• **Problem to solve**:
Please copy every line with the string "MCCLENAGHAN" from the entries below.

═══ Supplied data

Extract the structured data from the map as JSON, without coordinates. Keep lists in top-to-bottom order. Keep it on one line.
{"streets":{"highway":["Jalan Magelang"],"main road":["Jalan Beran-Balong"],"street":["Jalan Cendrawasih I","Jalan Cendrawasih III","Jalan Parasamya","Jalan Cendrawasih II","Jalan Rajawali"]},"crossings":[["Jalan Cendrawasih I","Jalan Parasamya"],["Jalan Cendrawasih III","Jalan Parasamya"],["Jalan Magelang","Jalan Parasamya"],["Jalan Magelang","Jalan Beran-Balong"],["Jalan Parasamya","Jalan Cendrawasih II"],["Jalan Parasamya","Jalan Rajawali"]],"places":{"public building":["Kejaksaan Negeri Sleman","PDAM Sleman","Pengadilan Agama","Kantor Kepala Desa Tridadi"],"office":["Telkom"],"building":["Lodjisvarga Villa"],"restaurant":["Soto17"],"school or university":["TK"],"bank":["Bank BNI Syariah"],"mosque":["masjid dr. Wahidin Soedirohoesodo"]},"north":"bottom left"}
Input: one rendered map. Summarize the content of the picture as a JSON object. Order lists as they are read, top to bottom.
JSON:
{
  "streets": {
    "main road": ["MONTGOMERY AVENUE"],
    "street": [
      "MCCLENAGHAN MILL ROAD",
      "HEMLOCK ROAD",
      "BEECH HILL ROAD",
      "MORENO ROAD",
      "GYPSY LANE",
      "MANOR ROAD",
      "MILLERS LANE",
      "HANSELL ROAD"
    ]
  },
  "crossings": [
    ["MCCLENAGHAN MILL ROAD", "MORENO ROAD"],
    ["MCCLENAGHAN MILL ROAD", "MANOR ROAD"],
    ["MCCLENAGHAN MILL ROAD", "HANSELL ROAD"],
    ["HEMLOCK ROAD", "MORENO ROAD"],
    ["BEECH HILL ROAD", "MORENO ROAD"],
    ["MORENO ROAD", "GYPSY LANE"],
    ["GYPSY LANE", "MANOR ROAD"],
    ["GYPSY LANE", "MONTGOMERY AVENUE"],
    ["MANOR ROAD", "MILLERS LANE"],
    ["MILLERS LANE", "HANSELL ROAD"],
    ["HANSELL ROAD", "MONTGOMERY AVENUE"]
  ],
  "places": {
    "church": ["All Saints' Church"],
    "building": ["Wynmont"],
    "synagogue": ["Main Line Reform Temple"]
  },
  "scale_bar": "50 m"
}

══════

• **Exercise answer**:
      "MCCLENAGHAN MILL ROAD",
    ["MCCLENAGHAN MILL ROAD", "MORENO ROAD"],
    ["MCCLENAGHAN MILL ROAD", "MANOR ROAD"],
    ["MCCLENAGHAN MILL ROAD", "HANSELL ROAD"],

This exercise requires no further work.